Creator Spotlight 2024 – RUSSELL MARK OLSON

Hey Russell – I last saw you at the April Portsmouth Comic Con Drink n’ Draw fringe event. How have those been going? I saw some absolutely brilliant work at the one I attended!

We’ve had a lot of participants throughout the sessions with a core group of returners, and so, even though we’ve only done three so far (with a fourth and final session tonight (7th of May)) it has the feeling of an established drawing club. I try to keep things fun and pacey to cater for all levels of ability. We typically get through 5 or 6 drawing games throughout the evening with everything from warm-ups to collaborative drawings. What I’ve tried to do is give each drawing spell a clear set up so that no one is faced with the Blank Page of Doom. We’ve done everything from making evil fruit, to designing new Cluedo cards, to playing the classic Exquisite Corpse.


For new fans, could you tell us a bit about yourself and how you got your start in comics?

Since I was little, I’ve made up stories and drawn pictures. In the early 2000s I started a webcomic on Myspace that then moved to Tapastic when I moved to the UK from the US. I started Gateway City as a webcomic in 2016 and met the wonderful editor/writer, John Freeman. John encouraged me to print up some books and hit the con scene. I’ve been self-publishing Gateway City ever since, and through the exposure that series has garnered (I was lucky enough to win the Tripwire Best New Talent award in 2018) I’ve been working with some of the finest UK small press folk, met my “brothers-in-SKRAWL,” and then got a break with 2000AD. Since 2021, I’ve worked with some great writers and editors and have some really cool projects in the works. First up is a graphic novel from Mad Cave written by Rich Douek with art by me due in August called A Phone Call Away–a classic noir yarn with a contemporary spin.



It’s obvious from your work that you really love the medium. Have you always been a comics fan, and what is it about comics that attracts you?

I’ve loved comics and cartoon strips as far back as I can remember. As a southpaw who is unmistakably right-brained, I think, and learn best using visual mediums. I reckon I also communicate best using visuals. Comics just seems like the most natural way for me to express myself. And because of that, I’m always thinking about how the mechanics work, and if there are ways I can use them to stretch my own understanding of the medium and make the reading experience even deeper for the audience. With Comics, as long as the reader can follow along with the narrative, there’s really nothing you can’t do. If it makes sense, conventions be darned.


Can you tell us about Skrawl and the Skrawllordz collective you’re a part of? (Surely the coolest comics collective since Meathaus – and if you want to start a beef with them, drop a diss track, now’s the time!)

Hah!
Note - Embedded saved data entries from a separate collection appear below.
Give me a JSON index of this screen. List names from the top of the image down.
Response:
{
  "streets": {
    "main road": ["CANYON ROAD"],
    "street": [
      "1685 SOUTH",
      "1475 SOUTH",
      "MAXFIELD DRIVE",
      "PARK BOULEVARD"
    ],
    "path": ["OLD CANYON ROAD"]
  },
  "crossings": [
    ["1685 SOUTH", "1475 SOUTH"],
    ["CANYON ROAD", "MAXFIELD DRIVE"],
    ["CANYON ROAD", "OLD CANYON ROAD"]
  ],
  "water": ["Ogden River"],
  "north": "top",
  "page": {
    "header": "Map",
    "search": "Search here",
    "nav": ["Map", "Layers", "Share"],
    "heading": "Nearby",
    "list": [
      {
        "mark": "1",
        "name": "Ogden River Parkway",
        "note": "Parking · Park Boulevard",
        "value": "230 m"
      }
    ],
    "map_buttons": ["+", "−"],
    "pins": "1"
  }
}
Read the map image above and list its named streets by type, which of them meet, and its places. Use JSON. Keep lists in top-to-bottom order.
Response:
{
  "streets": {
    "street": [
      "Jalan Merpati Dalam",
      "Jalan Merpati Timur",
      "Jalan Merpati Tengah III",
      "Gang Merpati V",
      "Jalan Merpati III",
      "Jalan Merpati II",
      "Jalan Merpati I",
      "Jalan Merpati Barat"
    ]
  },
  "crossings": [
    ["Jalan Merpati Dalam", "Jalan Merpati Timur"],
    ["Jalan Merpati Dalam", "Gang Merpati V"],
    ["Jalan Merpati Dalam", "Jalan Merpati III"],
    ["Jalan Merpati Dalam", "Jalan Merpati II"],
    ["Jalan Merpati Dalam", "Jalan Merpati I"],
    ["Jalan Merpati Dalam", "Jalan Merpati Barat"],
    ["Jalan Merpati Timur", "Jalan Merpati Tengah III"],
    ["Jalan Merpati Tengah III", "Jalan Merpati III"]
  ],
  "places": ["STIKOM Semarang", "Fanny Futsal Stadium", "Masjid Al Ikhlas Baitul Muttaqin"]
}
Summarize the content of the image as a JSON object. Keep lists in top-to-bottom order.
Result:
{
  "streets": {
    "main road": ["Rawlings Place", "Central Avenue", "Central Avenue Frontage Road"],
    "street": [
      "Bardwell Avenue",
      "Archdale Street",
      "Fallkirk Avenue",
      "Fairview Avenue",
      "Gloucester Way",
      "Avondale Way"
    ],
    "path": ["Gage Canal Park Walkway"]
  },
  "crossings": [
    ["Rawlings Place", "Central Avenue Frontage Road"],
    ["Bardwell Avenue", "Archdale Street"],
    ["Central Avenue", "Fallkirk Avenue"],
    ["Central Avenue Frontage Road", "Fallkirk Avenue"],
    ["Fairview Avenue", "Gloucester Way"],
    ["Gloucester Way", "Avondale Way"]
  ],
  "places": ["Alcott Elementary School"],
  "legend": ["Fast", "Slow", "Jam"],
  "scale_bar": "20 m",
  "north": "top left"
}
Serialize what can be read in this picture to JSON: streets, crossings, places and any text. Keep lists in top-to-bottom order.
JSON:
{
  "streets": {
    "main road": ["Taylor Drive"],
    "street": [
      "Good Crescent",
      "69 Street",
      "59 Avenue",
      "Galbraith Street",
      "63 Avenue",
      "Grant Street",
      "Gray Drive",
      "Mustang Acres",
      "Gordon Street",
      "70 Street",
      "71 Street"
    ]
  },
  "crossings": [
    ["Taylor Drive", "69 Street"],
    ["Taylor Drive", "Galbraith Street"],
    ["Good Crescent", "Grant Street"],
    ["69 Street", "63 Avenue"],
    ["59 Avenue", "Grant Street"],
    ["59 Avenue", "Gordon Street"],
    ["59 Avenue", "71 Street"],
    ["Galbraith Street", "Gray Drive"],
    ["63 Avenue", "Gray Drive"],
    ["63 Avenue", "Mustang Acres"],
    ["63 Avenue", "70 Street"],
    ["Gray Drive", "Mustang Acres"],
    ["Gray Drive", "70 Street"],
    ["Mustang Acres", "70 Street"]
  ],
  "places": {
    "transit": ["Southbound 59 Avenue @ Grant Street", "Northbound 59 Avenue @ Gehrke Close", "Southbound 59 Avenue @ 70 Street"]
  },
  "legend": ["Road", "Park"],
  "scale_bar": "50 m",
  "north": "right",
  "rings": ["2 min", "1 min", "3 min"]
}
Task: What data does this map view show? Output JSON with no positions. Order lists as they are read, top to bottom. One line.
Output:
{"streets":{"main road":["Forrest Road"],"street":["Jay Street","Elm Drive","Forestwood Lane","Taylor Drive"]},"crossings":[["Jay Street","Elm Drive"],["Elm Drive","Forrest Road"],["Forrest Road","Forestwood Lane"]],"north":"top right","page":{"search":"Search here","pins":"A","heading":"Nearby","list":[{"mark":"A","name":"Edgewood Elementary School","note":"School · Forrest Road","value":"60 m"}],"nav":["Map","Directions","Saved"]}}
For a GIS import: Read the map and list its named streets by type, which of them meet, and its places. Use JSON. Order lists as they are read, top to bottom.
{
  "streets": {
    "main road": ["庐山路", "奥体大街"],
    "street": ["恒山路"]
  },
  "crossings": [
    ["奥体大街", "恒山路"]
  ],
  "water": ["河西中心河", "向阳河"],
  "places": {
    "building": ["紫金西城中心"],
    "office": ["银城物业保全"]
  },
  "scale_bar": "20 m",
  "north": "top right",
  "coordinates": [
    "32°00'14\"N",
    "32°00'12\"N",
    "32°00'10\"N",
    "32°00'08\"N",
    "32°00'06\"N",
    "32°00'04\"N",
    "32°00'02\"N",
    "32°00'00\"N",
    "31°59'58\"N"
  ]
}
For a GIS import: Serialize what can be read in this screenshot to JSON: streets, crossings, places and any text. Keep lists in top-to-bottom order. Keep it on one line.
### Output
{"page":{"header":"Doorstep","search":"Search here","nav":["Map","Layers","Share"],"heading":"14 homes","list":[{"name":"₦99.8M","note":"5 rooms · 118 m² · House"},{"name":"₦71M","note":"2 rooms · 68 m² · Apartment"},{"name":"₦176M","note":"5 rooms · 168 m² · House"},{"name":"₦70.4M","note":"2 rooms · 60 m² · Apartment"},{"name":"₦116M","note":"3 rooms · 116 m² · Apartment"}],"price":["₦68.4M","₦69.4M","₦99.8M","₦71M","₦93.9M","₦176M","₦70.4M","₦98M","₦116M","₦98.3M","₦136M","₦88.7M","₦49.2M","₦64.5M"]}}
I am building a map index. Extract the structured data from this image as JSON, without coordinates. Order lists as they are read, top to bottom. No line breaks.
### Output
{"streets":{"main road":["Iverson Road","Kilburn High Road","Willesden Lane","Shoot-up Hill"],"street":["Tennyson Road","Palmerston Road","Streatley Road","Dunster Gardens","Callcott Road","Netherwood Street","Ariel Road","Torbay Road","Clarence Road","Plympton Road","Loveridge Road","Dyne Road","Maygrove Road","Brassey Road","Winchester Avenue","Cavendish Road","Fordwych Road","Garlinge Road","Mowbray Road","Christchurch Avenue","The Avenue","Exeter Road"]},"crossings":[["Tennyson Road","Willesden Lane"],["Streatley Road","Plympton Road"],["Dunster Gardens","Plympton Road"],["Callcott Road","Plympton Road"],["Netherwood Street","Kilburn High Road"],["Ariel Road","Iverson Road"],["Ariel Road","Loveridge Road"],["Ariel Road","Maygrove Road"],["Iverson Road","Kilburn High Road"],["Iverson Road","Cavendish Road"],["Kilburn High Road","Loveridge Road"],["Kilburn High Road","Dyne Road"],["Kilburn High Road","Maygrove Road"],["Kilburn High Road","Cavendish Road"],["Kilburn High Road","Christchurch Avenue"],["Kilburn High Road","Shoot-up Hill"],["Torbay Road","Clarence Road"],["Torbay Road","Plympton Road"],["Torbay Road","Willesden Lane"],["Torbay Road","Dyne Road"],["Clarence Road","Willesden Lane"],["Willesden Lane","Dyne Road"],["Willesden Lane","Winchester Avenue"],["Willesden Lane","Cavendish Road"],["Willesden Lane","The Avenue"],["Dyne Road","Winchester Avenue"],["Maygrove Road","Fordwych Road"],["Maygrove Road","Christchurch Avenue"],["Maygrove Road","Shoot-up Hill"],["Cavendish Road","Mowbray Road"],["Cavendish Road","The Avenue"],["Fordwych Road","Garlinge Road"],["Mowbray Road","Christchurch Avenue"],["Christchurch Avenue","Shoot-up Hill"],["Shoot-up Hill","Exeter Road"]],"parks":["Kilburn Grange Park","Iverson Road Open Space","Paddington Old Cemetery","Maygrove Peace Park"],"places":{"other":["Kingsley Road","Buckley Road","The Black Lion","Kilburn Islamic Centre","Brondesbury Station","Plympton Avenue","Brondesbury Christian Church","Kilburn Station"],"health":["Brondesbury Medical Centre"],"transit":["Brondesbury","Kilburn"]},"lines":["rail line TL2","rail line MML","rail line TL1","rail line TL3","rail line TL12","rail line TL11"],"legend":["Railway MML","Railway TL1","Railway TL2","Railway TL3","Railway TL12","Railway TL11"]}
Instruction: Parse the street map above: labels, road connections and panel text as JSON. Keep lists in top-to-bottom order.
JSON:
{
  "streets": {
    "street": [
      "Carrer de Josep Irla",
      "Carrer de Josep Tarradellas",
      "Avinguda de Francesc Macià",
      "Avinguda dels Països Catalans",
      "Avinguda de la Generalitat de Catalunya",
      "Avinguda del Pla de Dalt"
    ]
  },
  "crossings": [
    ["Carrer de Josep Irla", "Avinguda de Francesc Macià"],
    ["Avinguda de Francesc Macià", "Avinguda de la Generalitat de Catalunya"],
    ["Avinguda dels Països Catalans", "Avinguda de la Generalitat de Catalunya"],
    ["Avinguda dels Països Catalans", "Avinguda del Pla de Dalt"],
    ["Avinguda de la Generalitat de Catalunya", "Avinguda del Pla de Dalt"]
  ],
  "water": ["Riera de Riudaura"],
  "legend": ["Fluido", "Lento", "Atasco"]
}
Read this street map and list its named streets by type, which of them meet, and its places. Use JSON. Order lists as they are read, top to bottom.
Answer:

I think I’ll decline the invitation for now. I try to limit my pot-stirring to when I’ve got immediate backup from everyone’s favorite two-fisted Welshman, SOK.

The SKRAWLLORDZ came about at the 2019 LICAF. Accounts of how our motley crew came about vary, but as I’d rather not jeopardize my permanent leave to remain, I’ll stay stum on that front. Suffice it to say, I’m very proud to be a member amongst such august company: Pete Taylor, SOK, Martin Simpson, Nick Prolix, and Gustaffo Vargas. As our storytelling and visual styles vary so wildly, we knocked our heads about for a while to try to find the right vehicle for some kind of collaboration. In the end, SKRAWL the Comix Magazine was born. SKRAWL has become a periodic opportunity for us to explore the medium, push ourselves to dip a toe out of our comfort zones, and to work with other (mostly UK-based) artists whom we admire. In the first two issues, we’ve had a cornucopia of riches from Lucy Sullivan, Jordan Thomas, Leah Moore, Phil Elliott, John Reppion, Rosie Packwood…just a bunch of really great, really talented, lovely folks. While it’s often described as an anthology, we don’t really think about it as such. It’s a Comics magazine. We try to lean into that magazine spirit. One pivotal masthead of the mag is an in-depth interview with a member of Comics royalty. Nick interviewed the titan, Roger Langridge in ish 1 and I got to chat with Shelly Bond in ish 2. What we try to do is go beyond the general headlines and allow our guest to give a kind of retrospective. The next issue is in development, but we’re all getting busier and busier so it might take us a little while to knit it all together. We’ve got a few other bits and bobs planned, so do watch this space. Working in a virtual studio is a great way to prevent oneself from becoming too insular. Working in a virtual studio as talented and gutsy as the SKRAWLLORDZ is a great way to keep the ego in check and most importantly, have fun.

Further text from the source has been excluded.